═══ Data extracts ═══

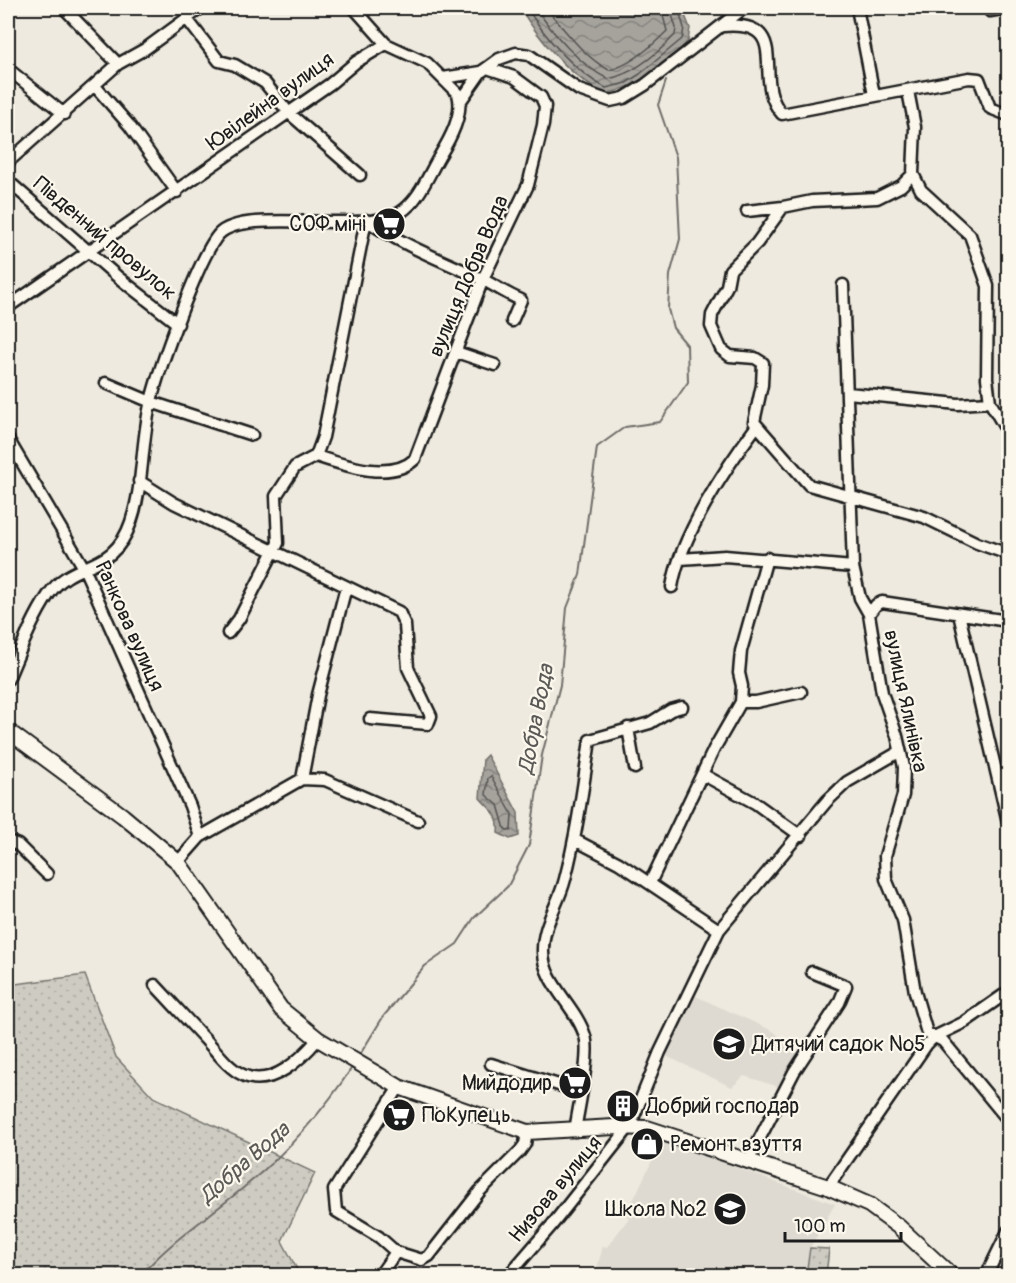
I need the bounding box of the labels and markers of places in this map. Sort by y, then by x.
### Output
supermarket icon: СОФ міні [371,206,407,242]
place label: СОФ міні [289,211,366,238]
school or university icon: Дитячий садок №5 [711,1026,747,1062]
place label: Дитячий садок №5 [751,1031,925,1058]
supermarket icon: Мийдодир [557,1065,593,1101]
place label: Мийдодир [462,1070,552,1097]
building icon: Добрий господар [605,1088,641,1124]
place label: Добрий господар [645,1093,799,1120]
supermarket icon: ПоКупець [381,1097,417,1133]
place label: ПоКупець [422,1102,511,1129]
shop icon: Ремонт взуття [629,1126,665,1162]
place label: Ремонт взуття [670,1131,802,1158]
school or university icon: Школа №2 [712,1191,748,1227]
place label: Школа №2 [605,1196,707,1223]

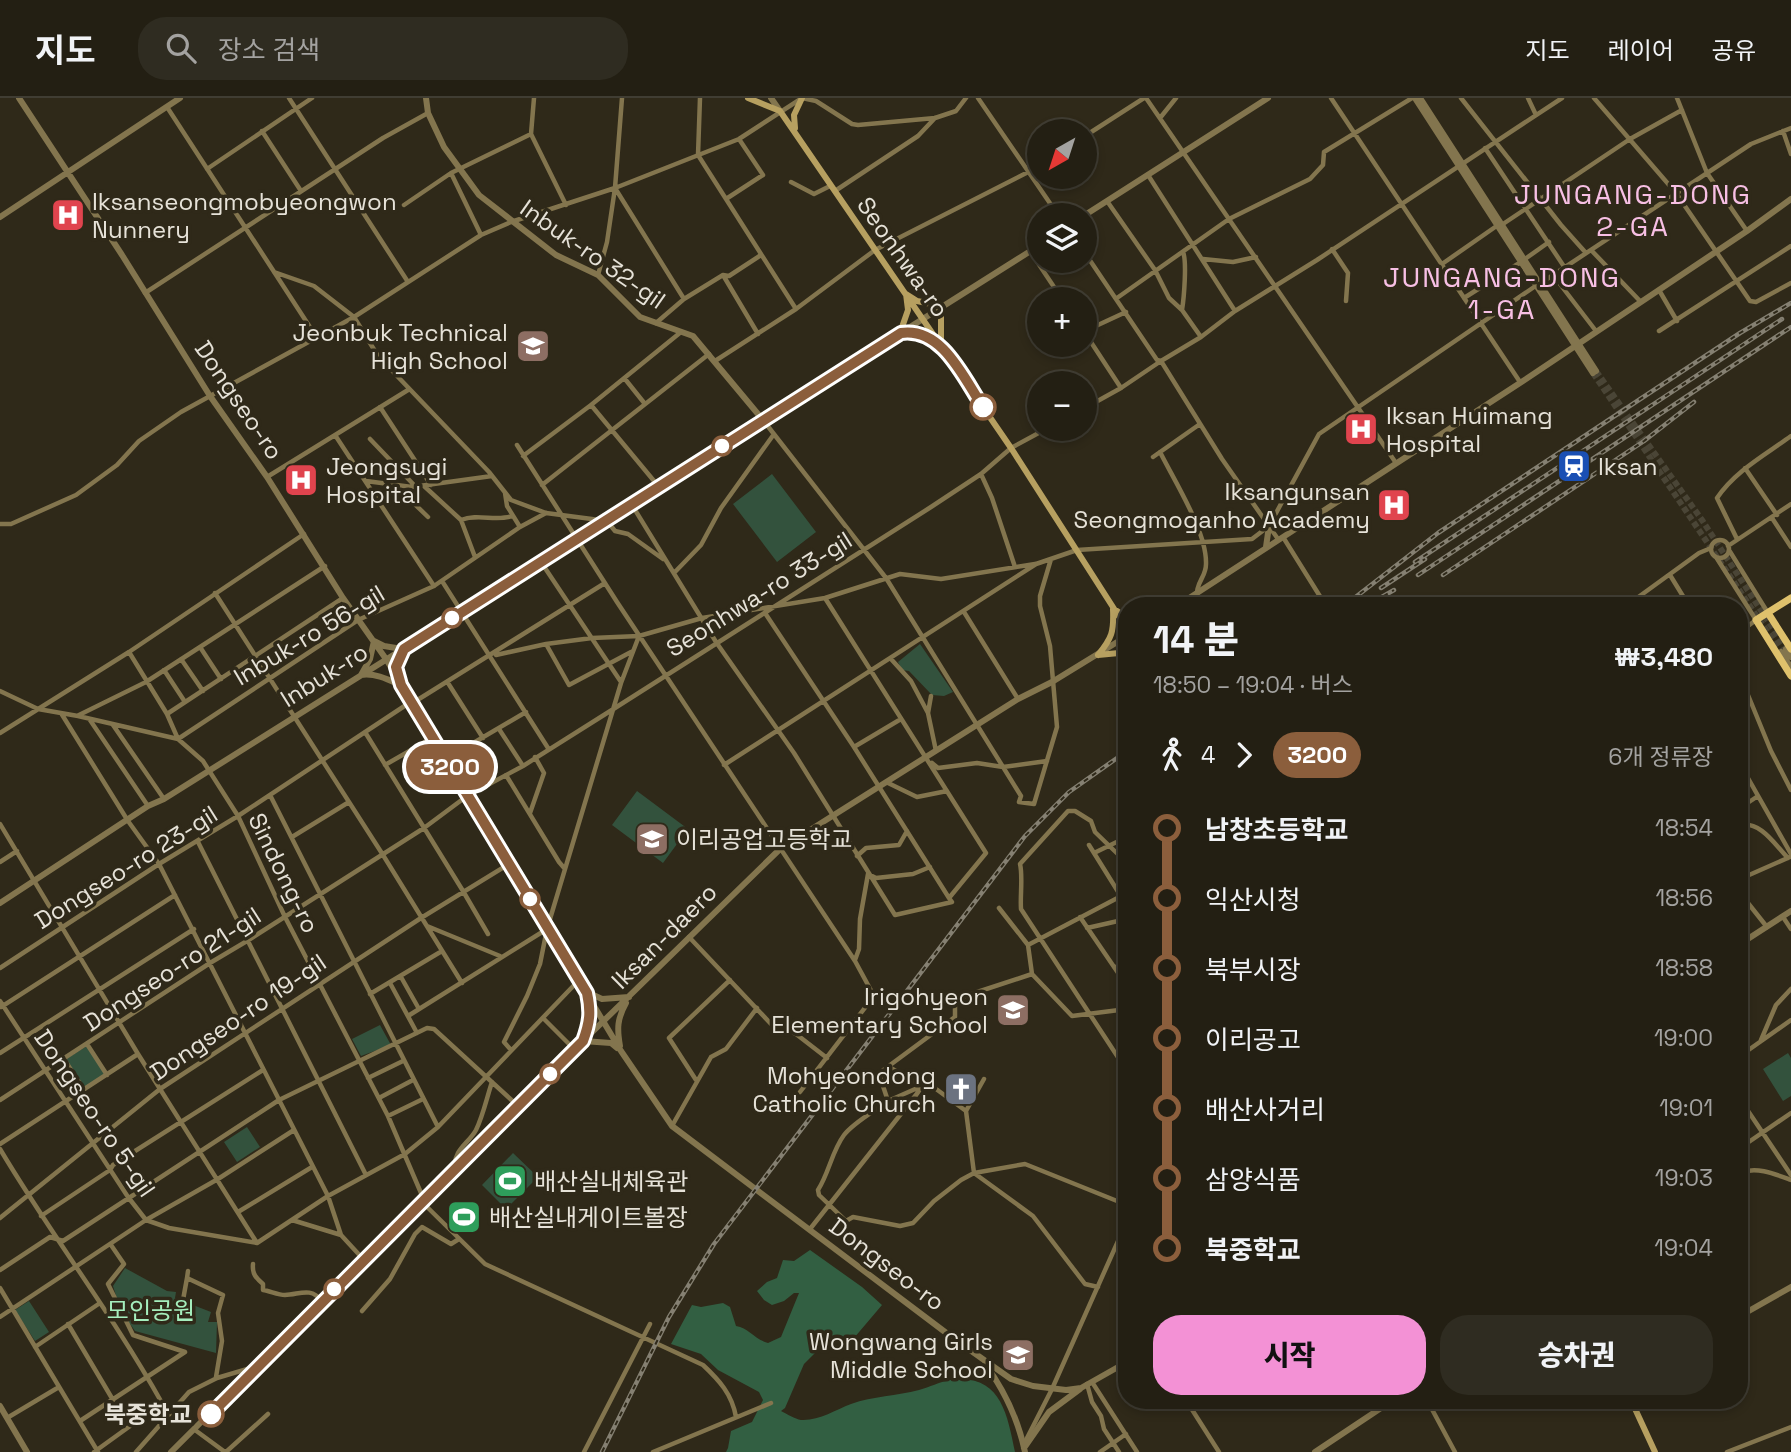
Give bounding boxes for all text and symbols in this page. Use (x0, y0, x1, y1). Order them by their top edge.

═══
═══ Data extracts ═══

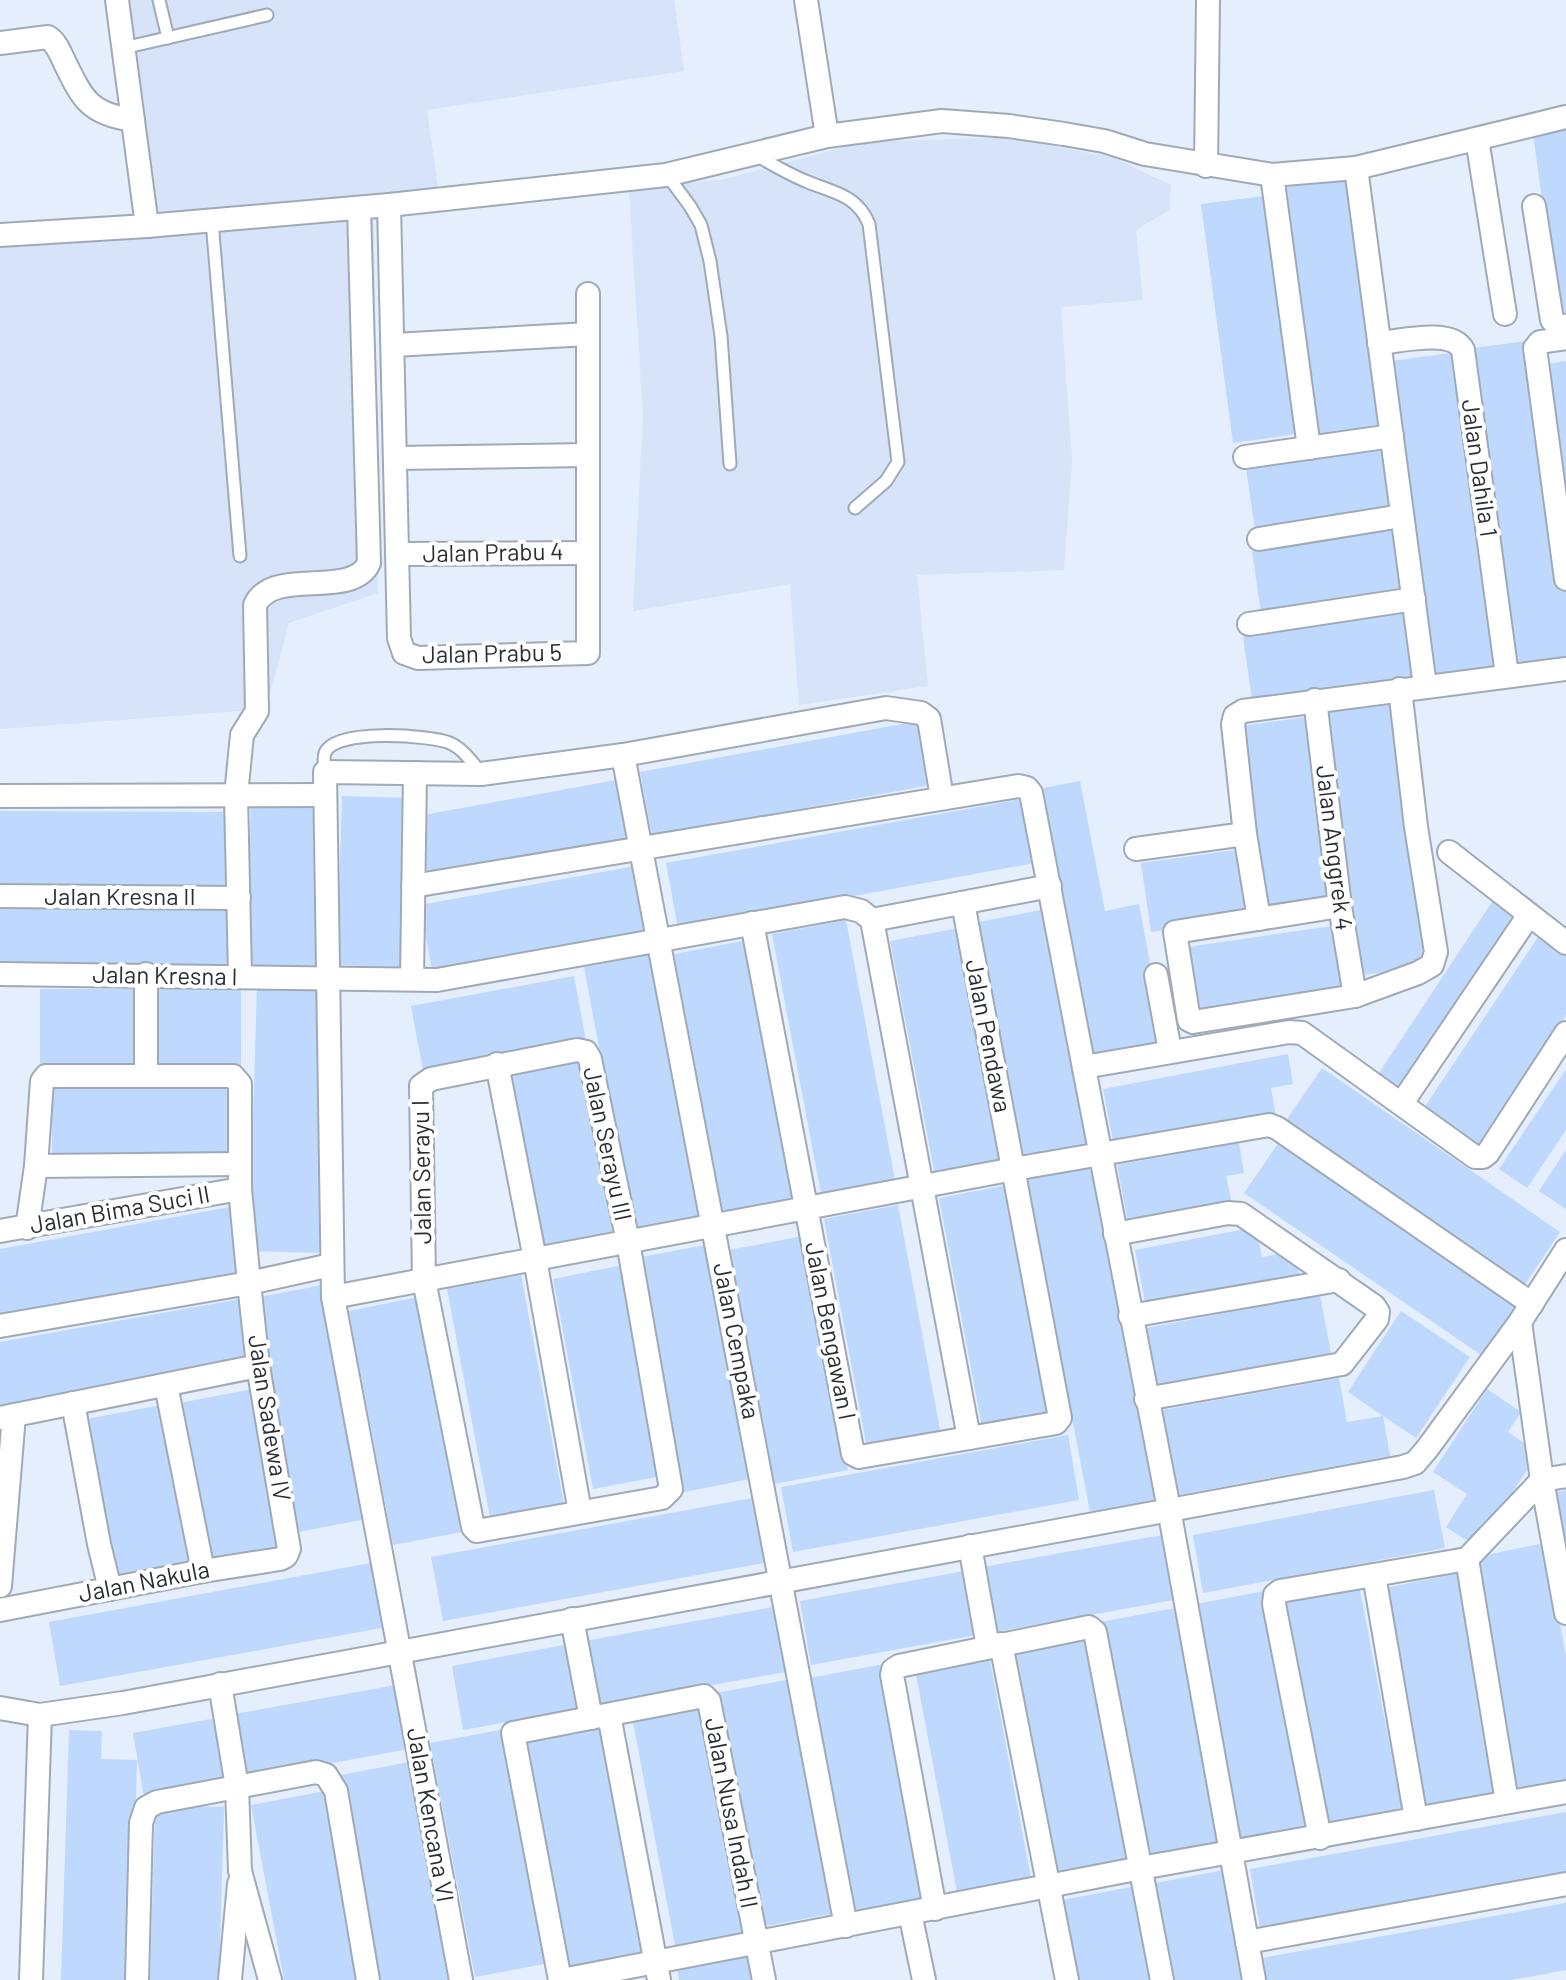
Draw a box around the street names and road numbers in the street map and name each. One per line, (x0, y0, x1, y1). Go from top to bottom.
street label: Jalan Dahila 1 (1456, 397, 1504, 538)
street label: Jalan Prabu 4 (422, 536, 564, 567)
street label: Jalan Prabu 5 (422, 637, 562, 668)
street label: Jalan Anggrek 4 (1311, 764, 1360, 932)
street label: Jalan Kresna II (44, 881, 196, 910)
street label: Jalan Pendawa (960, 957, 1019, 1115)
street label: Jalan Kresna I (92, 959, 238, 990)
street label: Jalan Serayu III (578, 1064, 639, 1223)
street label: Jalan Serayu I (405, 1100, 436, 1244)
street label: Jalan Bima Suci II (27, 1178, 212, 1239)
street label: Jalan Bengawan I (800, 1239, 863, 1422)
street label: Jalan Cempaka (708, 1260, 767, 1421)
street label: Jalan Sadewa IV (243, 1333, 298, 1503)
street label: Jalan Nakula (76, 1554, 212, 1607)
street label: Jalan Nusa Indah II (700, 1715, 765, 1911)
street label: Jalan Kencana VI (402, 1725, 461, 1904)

═══

- Task directions:
Above are records; repeat only the lines from the line with "I need the bounding" through the line with "Give bounding boxes", and leave pictures out.

- Answer space:
I need the bounding box of the labels and markers of places in this map. Sort by y, then by x.
### Output
supermarket icon: СОФ міні [371,206,407,242]
place label: СОФ міні [289,211,366,238]
school or university icon: Дитячий садок №5 [711,1026,747,1062]
place label: Дитячий садок №5 [751,1031,925,1058]
supermarket icon: Мийдодир [557,1065,593,1101]
place label: Мийдодир [462,1070,552,1097]
building icon: Добрий господар [605,1088,641,1124]
place label: Добрий господар [645,1093,799,1120]
supermarket icon: ПоКупець [381,1097,417,1133]
place label: ПоКупець [422,1102,511,1129]
shop icon: Ремонт взуття [629,1126,665,1162]
place label: Ремонт взуття [670,1131,802,1158]
school or university icon: Школа №2 [712,1191,748,1227]
place label: Школа №2 [605,1196,707,1223]

Give bounding boxes for all text and symbols in this page. Use (x0, y0, x1, y1). Order them by their top edge.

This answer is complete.